Petite Dent de Morcles – voie Roc Champion
On me demande souvent pourquoi j’aime les montagnes et pourquoi je fais de l’alpinisme. Quel est le plaisir de se lever, les jours de congé, à 4h du matin (au mieux). De dormir à côté d’un suisse-allemand tout transpirant qui ronfle dans une cabane, sur un matelas humide. De marcher des heures et des heures. De lever la tête, de voir le sommet au loin, et de se dire qu’on n’y arrivera jamais. Plein de fois, quand le réveil sonne, je me dis « quelle idée à la con. Mais pourquoi je ne me suis pas mise au scrabble ? ». Quand, entassés comme des sardines dans une benne, je me surprends à me mépriser de faire de l’alpinisme, à faire les moutons comme tant d’autres, à exposer mes pseudos « exploits » sur les réseaux sociaux, avec tous ces hastags débiles. A me demander quand est-ce que ça a foiré en voyant dans mon fil d’actualité tous ces braves gens qui partagent fièrement leurs dénivelés positifs et leur film Garmin ou Suunto, fiers de leurs exploits, kilomètres parcourus, dénivelés « avalés ». Vraiment. Des fois je me pose de sérieuses questions. C’est donc ça la montagne? Une mise en scène permanente ? Une course à la performance ?
Et puis en général, toutes ces questions s’évaporent rapidement. Dès que, après des heures de montée dans la nuit, le soleil se lève sur les montagnes. Dès que je vois le sommet se rapprocher, alors que je ne pensais pas être capable d’y arriver. Dès que je vois ces moments de partage et de rigolade avec Eric et Jérôme, ou avec mon amoureux. Dès que je croise des bouquetins, dans des endroits improbables et solitaires. Parce qu’au final, la montagne est belle. Enivrante. Ca ne tient qu’à nous de ne pas trop la saloper et la dénaturer.
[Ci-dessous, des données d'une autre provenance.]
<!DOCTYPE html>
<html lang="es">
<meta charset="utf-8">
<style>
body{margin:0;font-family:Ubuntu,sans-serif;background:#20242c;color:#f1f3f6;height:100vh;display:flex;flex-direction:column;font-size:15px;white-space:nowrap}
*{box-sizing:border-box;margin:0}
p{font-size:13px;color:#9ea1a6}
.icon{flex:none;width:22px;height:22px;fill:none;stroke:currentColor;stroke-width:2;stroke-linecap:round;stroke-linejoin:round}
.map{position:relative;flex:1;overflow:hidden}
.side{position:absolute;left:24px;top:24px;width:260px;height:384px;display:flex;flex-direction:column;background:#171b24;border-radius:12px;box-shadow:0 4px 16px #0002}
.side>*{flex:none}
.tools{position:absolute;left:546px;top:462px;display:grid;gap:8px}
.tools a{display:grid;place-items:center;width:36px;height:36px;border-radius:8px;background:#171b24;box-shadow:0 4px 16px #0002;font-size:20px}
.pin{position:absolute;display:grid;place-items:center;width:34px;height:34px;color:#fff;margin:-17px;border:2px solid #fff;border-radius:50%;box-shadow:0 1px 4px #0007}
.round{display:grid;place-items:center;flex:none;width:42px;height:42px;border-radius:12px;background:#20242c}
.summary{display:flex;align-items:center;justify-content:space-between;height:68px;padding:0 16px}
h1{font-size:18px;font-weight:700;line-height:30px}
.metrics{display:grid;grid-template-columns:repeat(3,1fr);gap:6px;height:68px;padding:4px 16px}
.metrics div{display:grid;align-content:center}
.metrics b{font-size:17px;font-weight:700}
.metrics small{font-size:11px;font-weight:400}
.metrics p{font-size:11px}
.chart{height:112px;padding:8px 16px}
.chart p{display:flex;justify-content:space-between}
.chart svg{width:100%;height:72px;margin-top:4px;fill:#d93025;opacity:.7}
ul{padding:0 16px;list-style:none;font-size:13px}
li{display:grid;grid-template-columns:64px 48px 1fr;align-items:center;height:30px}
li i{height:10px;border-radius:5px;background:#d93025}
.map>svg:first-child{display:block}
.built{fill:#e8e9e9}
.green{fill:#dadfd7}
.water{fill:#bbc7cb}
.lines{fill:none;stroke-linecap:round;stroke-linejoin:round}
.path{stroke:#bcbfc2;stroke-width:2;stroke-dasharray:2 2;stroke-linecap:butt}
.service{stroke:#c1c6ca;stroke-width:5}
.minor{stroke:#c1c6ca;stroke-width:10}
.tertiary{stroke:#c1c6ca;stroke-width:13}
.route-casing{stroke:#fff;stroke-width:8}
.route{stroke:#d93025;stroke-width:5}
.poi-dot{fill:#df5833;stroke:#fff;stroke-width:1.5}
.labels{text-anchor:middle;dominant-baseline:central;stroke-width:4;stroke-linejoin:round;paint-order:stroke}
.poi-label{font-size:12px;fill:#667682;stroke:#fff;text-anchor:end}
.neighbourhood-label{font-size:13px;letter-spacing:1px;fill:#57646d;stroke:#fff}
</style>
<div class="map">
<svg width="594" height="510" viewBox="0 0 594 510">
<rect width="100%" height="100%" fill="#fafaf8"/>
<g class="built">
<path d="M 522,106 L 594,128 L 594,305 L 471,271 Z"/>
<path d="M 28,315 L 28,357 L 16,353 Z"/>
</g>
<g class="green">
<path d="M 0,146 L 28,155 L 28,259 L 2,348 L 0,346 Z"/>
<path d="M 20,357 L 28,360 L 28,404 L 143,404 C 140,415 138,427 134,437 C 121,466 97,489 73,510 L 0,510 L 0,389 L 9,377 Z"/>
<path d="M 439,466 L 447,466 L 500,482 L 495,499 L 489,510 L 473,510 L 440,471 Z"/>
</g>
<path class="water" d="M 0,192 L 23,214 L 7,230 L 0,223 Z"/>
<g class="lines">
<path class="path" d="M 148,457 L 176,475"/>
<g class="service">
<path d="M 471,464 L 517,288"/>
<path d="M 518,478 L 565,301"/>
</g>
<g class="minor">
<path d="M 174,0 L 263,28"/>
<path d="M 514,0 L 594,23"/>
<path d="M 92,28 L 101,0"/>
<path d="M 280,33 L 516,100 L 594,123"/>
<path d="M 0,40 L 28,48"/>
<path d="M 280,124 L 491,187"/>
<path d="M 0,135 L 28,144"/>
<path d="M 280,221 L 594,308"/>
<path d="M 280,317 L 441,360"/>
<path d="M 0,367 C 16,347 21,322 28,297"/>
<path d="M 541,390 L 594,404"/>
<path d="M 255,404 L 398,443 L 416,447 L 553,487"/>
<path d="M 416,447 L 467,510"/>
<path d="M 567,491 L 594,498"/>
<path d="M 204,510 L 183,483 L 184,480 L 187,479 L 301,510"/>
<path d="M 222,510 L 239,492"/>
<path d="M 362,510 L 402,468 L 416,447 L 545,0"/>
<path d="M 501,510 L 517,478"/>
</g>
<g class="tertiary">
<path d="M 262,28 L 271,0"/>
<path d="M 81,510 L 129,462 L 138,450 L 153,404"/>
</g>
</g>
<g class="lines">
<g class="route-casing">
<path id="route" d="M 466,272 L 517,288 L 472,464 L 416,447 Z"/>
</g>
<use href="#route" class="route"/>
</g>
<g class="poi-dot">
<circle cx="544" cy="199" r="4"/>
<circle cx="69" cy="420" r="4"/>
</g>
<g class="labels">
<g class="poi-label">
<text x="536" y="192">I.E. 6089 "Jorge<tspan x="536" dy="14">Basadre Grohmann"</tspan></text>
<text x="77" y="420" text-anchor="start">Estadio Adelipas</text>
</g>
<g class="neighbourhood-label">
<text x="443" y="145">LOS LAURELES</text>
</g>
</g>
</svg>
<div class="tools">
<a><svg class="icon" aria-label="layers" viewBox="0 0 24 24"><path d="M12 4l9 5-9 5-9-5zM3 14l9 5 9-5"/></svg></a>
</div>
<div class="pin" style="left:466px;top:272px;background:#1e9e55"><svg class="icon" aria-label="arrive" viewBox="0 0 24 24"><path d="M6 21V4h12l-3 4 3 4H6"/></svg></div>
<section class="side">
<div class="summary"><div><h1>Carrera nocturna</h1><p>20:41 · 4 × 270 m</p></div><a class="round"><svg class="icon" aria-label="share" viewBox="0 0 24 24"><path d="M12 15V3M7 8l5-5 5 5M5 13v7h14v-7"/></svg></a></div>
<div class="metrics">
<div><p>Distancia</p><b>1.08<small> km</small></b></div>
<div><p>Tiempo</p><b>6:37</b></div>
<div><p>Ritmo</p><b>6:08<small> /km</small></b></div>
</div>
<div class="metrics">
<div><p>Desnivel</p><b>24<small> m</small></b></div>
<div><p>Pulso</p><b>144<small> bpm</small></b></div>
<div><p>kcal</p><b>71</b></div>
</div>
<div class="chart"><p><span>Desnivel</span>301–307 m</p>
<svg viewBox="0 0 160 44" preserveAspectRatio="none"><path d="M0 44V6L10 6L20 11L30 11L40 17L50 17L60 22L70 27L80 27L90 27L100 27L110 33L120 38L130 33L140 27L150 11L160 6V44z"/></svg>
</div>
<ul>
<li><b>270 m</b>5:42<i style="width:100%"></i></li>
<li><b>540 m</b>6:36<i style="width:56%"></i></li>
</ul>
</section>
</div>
Autant j’étais dans le côté « enchaînement des 4000 » quand on s’est mis à l’alpinisme en 2011, autant j’ai vraiment changé de philosophie depuis 3-4 ans. Je privilégie désormais les moments de partage, les courses pas forcément spectaculaires ou courues (même si bon… il reste 1-2 sommets bien connus que je rêve de faire !). Et c’est dans cette optique aussi que Guillaume et moi essayons de nous trouver des moments à 2 en montagne. D’autant plus qu’on commence à se débrouiller seuls, enfin surtout Guillaume, qui n’a pas peur d’aller en tête (moi… c’est une autre histoire ! J’ai une grosse marge de progression, mais je ne perds pas espoir !)
Guillaume me propose de faire la voie Roc Champion de la Petite Dent de Morcles. C’est une course qui se fait à la journée, et c’est vrai que cette Dent me fascine ; on la voit depuis l’autoroute, elle a un côté un peu « Dolomites » et j’ai bien envie d’aller y faire un tour ! En 2 semaines, nous avons pu nous entrainer lors de la traversée du Luisin ou en refaisant la traversée des Perrons, et c’était vraiment 2 chouettes moments.
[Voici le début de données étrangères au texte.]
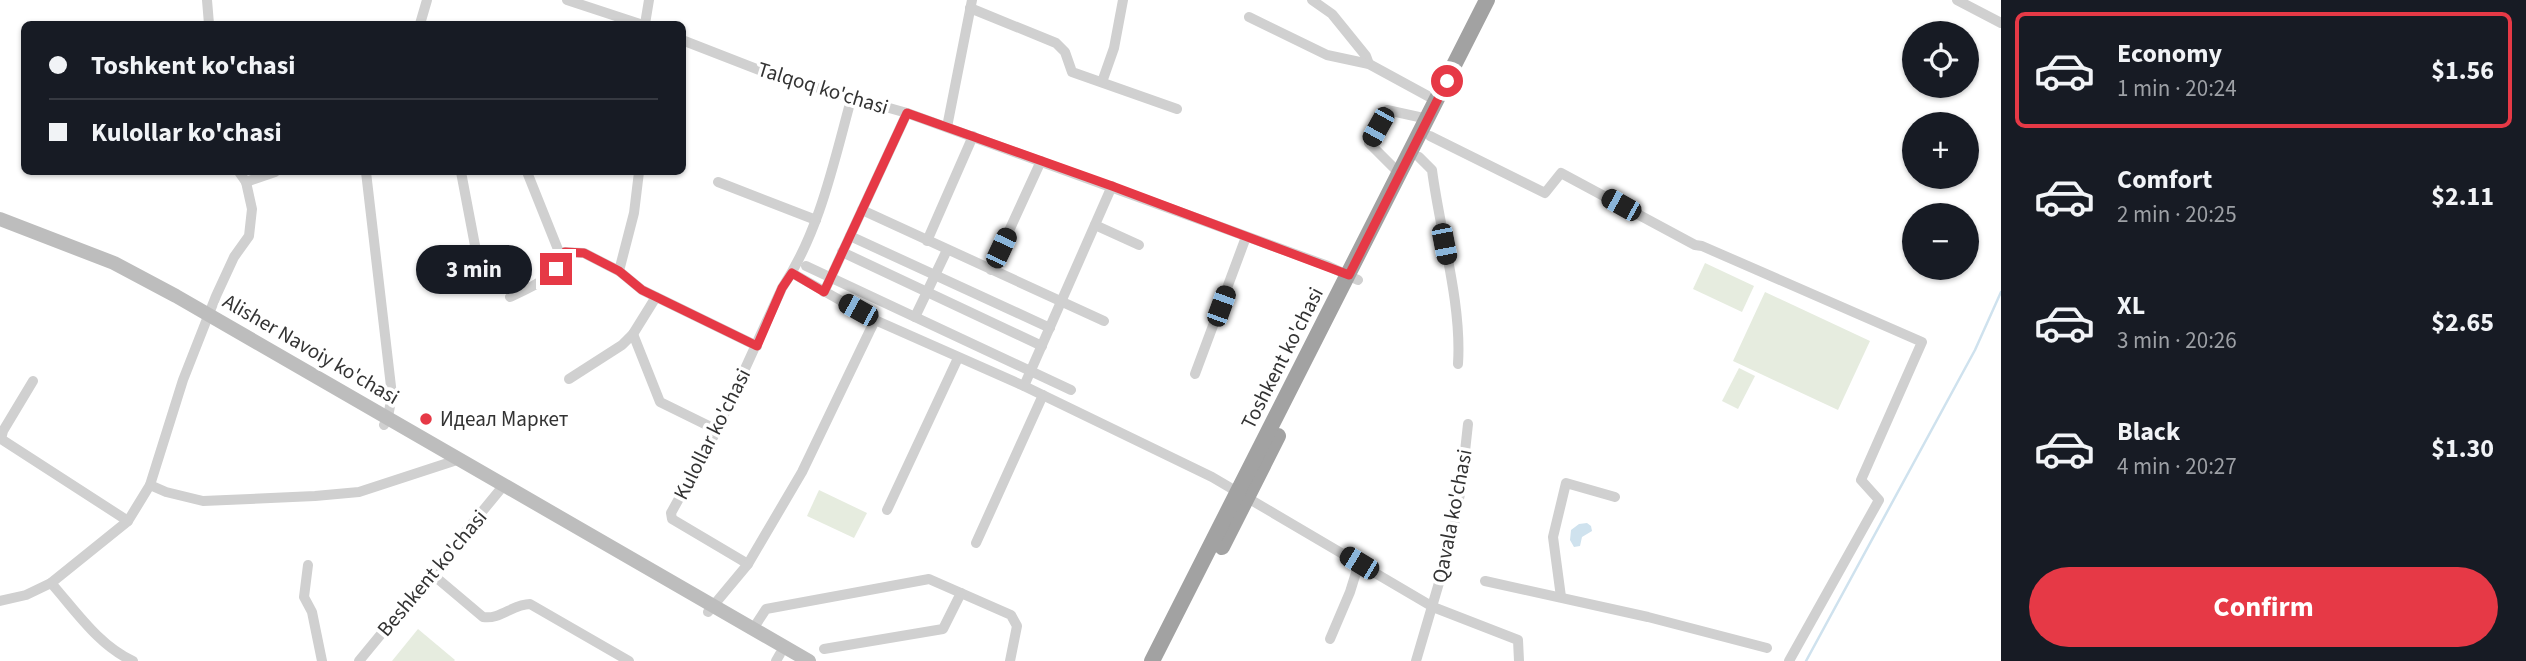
<!DOCTYPE html>
<meta charset="utf-8">
<style>
body{margin:0;font-family:"Source Sans 3",sans-serif;background:#242831;color:#f1f3f6;height:100vh;display:flex;flex-direction:column;font-size:26px;white-space:nowrap}
*{box-sizing:border-box;margin:0}
p{font-size:23px;color:#9ea1a6}
.icon{flex:none;width:38px;height:38px;fill:none;stroke:currentColor;stroke-width:2;stroke-linecap:round;stroke-linejoin:round}
.map{position:relative;flex:1;overflow:hidden}
.sheet{display:flex;flex-direction:column;background:#171b24;width:525px}
.sheet>*{flex:none}
.banner{position:absolute;left:21px;top:21px;width:665px;height:154px;border-radius:10px;box-shadow:0 2px 5px #0004;display:grid;align-content:center;height:154px;padding:0 28px;background:#171b24}
.buttons{position:absolute;left:1902px;top:21px;display:grid;gap:14px}
.buttons a{display:grid;place-items:center;width:77px;height:77px;border-radius:50%;background:#171b24;box-shadow:0 2px 5px #0004;font-size:35px}
.end{position:absolute;width:32px;height:32px;margin:-16px;border:9px solid #e63946;background:#fff;box-shadow:0 0 0 4px #fff}
.from{border-radius:50%}
.bubble{position:absolute;height:49px;border-radius:24px;background:#171b24;box-shadow:0 2px 5px #0004;font-size:23px;font-weight:700;line-height:49px;text-align:center}
.car{position:absolute;width:21px;height:42px;margin:-21px -10px;border-radius:9px;box-shadow:0 0 5px 2px #0007;background:linear-gradient(#222 24%,#8ab4d8 0 40%,#222 0 76%,#8ab4d8 0 86%,#222 0)}
.banner b{display:flex;align-items:center;gap:24px;height:66px;font-size:26px}
.banner b+b{border-top:2px solid #363941}
.banner i{width:18px;height:18px;background:#f1f3f6}
ul{padding:12px 0 0;list-style:none}
li{display:flex;align-items:center;gap:21px;height:116px;margin:0 14px 10px;padding:0 14px;border:4px solid transparent;border-radius:10px}
li div{flex:1}
li b{display:block;font-size:26px}
li em{font-style:normal;font-weight:700}
li.active{border-color:#e63946}
li>.icon{width:63px;height:63px;stroke-width:1.5}
.action{display:flex;gap:14px;margin-top:auto;padding:14px 28px}
.action a{flex:1;height:80px;border-radius:42px;background:#e63946;color:#fff;font-size:28px;font-weight:700;line-height:80px;text-align:center}
main{display:flex;flex:1;min-height:0}
.map>svg:first-child{display:block}
.green{fill:#e6ecdf}
.water{fill:#cfe2ee}
.lines{fill:none;stroke-linecap:round;stroke-linejoin:round}
.stream{stroke:#cfe2ee;stroke-width:2.5}
.minor{stroke:#d0d0d0;stroke-width:10}
.secondary{stroke:#bdbdbd;stroke-width:14}
.trunk{stroke:#a2a2a2;stroke-width:16}
.route{stroke:#e63946;stroke-width:9}
.poi-dot{fill:#e63946;stroke:#fff;stroke-width:2.5}
.labels{text-anchor:middle;dominant-baseline:central;stroke-width:7;stroke-linejoin:round;paint-order:stroke}
.street-label{font-size:21px;fill:#333;stroke:#fff}
.poi-label{font-size:21px;fill:#333;stroke:#fff;text-anchor:start}
</style>
<main>
<div class="map">
<svg width="2001" height="661" viewBox="0 0 2001 661">
<rect width="100%" height="100%" fill="#fff"/>
<!-- green -->
<g class="green">
<path d="M1705 263 1754 286 1742 312 1693 289Z"/>
<path d="M1765 292 1870 341 1838 410 1733 361Z"/>
<path d="M1739 368 1755 376 1738 409 1722 401Z"/>
<path d="M819 490 867 513 854 538 807 516Z"/>
<path d="M418 629 455 660 454 661H392Z"/>
</g>
<!-- water -->
<path class="water" d="M1587 523 1591 526 1592 531 1582 537 1580 546 1574 547 1570 540 1571 530 1579 524Z"/>
<g class="lines">
<!-- stream -->
<path class="stream" d="M1806 661 1975 350 2001 292"/>
<!-- minor -->
<g class="minor">
<path d="M207 0 209 24"/>
<path d="M567 0 640 24"/>
<path d="M1312 0 1332 14 1366 56 1369 64"/>
<path d="M1957 0 2001 23"/>
<path d="M970 8 1056 43 1065 52 1072 72 1177 109"/>
<path d="M1249 17 1327 55 1369 64 1437 101"/>
<path d="M420 24 427 0"/>
<path d="M645 24 649 0"/>
<path d="M682 40 772 75 907 113 1328 266 1358 280"/>
<path d="M1102 82 1114 48 1123 0"/>
<path d="M947 127 972 0"/>
<path d="M1430 136 1545 193 1561 173 1695 245 1702 246 1922 342 1861 480 1879 500 1789 661"/>
<path d="M1419 157 1432 170C1440 232 1462 303 1458 364"/>
<path d="M366 172 392 395 388 417 384 425"/>
<path d="M461 172 477 256"/>
<path d="M527 172 559 252 584 253 619 271 642 290 757 346"/>
<path d="M1400 174 1369 143 1387 110 1428 119"/>
<path d="M246 182 275 172"/>
<path d="M718 182 816 220"/>
<path d="M862 210 1104 321"/>
<path d="M1095 225 1139 245"/>
<path d="M850 236 1050 328"/>
<path d="M927 241 973 136"/>
<path d="M842 252 1042 346"/>
<path d="M806 266 1071 390"/>
<path d="M991 270 1041 161"/>
<path d="M619 271 634 213 639 172"/>
<path d="M792 273 875 320 1024 386 1212 477 1433 607 1518 640 1519 661"/>
<path d="M824 292 907 113"/>
<path d="M510 297C538 284 550 280 565 252"/>
<path d="M915 317 947 250"/>
<path d="M633 334 660 402 717 430"/>
<path d="M1195 374 1246 237"/>
<path d="M569 379 622 345 633 334 656 297"/>
<path d="M33 381 3 431 1 439 128 521"/>
<path d="M1024 386 1112 186"/>
<path d="M150 485 166 492 203 501 315 496 359 492 460 459"/>
<path d="M887 510 958 358"/>
<path d="M976 543 1043 395"/>
<path d="M748 564 672 519 671 513 717 430 782 288C820 231 834 161 852 96"/>
<path d="M308 565 304 597 312 612 322 661"/>
<path d="M432 574 483 617C500 620 513 604 530 604L629 661"/>
<path d="M1485 581 1648 617 1767 648"/>
<path d="M51 583C75 610 99 646 133 661"/>
<path d="M1561 597 1553 537 1566 483 1615 497"/>
<path d="M0 601 26 595 51 583 128 521 150 485 183 380 216 296 234 257 249 236 252 209 246 182 239 172"/>
<path d="M708 612 748 564 802 472 875 320"/>
<path d="M753 629 766 609 929 579 1011 615 1017 626 1010 661"/>
<path d="M1330 639 1350 592 1359 563"/>
<path d="M824 649 943 629 961 593"/>
<path d="M359 661 504 485"/>
<path d="M776 661 780 654"/>
<path d="M1416 661 1451 542 1461 488 1468 424"/>
</g>
<!-- secondary -->
<path class="secondary" d="M0 219 114 263 176 296 809 661"/>
<!-- trunk -->
<g class="trunk">
<path d="M1222 547 1278 436"/>
<path d="M1152 661 1487 0"/>
</g>
</g>
<g class="lines">
<!-- route -->
<path class="route" d="M556 269 565 252 584 253 619 271 642 290 757 346 782 288 792 273 824 292 907 113 1112 186 1349 275 1447 81"/>
</g>
<!-- markers -->
<circle class="poi-dot" cx="426" cy="419" r="7"/>
<g class="labels">
<!-- street labels -->
<g class="street-label">
<text transform="translate(823 88) rotate(17)">Talqoq ko'chasi</text>
<text transform="translate(311 349) rotate(30)">Alisher Navoiy ko'chasi</text>
<text transform="translate(1282 358) rotate(-63)">Toshkent ko'chasi</text>
<text transform="translate(712 434) rotate(-63)">Kulollar ko'chasi</text>
<text transform="translate(1452 516) rotate(-79)">Qavala ko'chasi</text>
<text transform="translate(432 573) rotate(-50)">Beshkent ko'chasi</text>
</g>
<!-- poi labels -->
<g class="poi-label">
<text x="440" y="419">Идеал Маркет</text>
</g>
</g>
</svg>
<div class="buttons">
<a><svg class="icon" aria-label="locate" viewBox="0 0 24 24"><circle cx="12" cy="12" r="6"/><path d="M12 2v4M12 18v4M2 12h4M18 12h4"/></svg></a>
<a>+</a>
<a>−</a>
</div>
<i class="end from" style="left:1447px;top:81px"></i>
<i class="end" style="left:556px;top:269px"></i>
<div class="bubble" style="left:416px;top:245px;width:116px">3 min</div>
<i class="car" style="left:1378px;top:127px;rotate:209deg"></i>
<i class="car" style="left:1621px;top:205px;rotate:299deg"></i>
<i class="car" style="left:1444px;top:244px;rotate:169deg"></i>
<i class="car" style="left:1001px;top:248px;rotate:25deg"></i>
<i class="car" style="left:1221px;top:306px;rotate:20deg"></i>
<i class="car" style="left:858px;top:310px;rotate:299deg"></i>
<i class="car" style="left:1359px;top:563px;rotate:301deg"></i>
<div class="banner">
<b><i class="from"></i>Toshkent ko'chasi</b>
<b><i></i>Kulollar ko'chasi</b>
</div>
</div>
<section class="sheet">
<ul>
<li class="active"><svg class="icon" aria-label="car" viewBox="0 0 24 24"><path d="M5 17H2v-5l4-1 3-4h7l3 4 3 1v5h-3M9 17h6M6 11h13"/><circle cx="7" cy="17" r="2"/><circle cx="17" cy="17" r="2"/></svg><div><b>Economy</b><p>1 min · 20:24</p></div><em>$1.56</em></li>
<li><svg class="icon" aria-label="car" viewBox="0 0 24 24"><path d="M5 17H2v-5l4-1 3-4h7l3 4 3 1v5h-3M9 17h6M6 11h13"/><circle cx="7" cy="17" r="2"/><circle cx="17" cy="17" r="2"/></svg><div><b>Comfort</b><p>2 min · 20:25</p></div><em>$2.11</em></li>
<li><svg class="icon" aria-label="car" viewBox="0 0 24 24"><path d="M5 17H2v-5l4-1 3-4h7l3 4 3 1v5h-3M9 17h6M6 11h13"/><circle cx="7" cy="17" r="2"/><circle cx="17" cy="17" r="2"/></svg><div><b>XL</b><p>3 min · 20:26</p></div><em>$2.65</em></li>
<li><svg class="icon" aria-label="car" viewBox="0 0 24 24"><path d="M5 17H2v-5l4-1 3-4h7l3 4 3 1v5h-3M9 17h6M6 11h13"/><circle cx="7" cy="17" r="2"/><circle cx="17" cy="17" r="2"/></svg><div><b>Black</b><p>4 min · 20:27</p></div><em>$1.30</em></li>
</ul>
<div class="action"><a>Confirm</a></div>
</section>
</main>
On part de la maison direction Morcles, et on continue la route jusqu’aux Martinaux. De là, la route est barrée. Mais on a eu la meilleure idée du monde : acheter des VTT électriques. Et c’est donc légers et frais que nous gagnons de l’altitude (j’adresse ici ma reconnaissance éternelle à l’inventeur de ces vélos électriques !) pour arriver à Riondaz. La route est jolie, on voit la Petite Dent, qui n’a pas l’air franchement près… mais bon, il est 9h, on a le temps !
De là, il y a environ 2h d’approche. C’est d’abord un sentier, et il faut ensuite emprunter la grande vire dessous qui mène au col des martinets. La vire est relativement bien marquée au début… mais après c’est une autre histoire et ça devient bien expo ! Normal… on se rend compte qu’on est allé trop loin ! On revient sur nos pas (ah ! J’aime pas ce genre de terrain pentu, avec plein de cailloux qui filent sous les pieds, sans pouvoir s’accrocher à quoique ce soit avec les mains !). On arrive tout de même au point de départ. De là, une cinquantaine de mètres d’escalade facile, qu’on fait encordés.
On arrive ensuite au départ de la voie à proprement parlé, avec une première longueur qui grimpe comme il faut. Guillaume est en tête et il randonne. Moi, je dois toujours avoir un temps d’adaptation pour grimper avec mes grosses chaussures de montagne. D’autant plus qu’il y a un split qui est vissé tout à gauche de la voie. Pour Guillaume, qui mesure quasi 2mètres, il lui suffit de tendre un peu le bras pour clipper la dégaine et passer la corde. Pour moi, c’est une autre histoire, et je me retrouve sous une espèce de dévers aux prises patinées à essayer de me déboiter l’épaule pour décliper. Ah ben ça a le mérite de chauffer les bras tout ça !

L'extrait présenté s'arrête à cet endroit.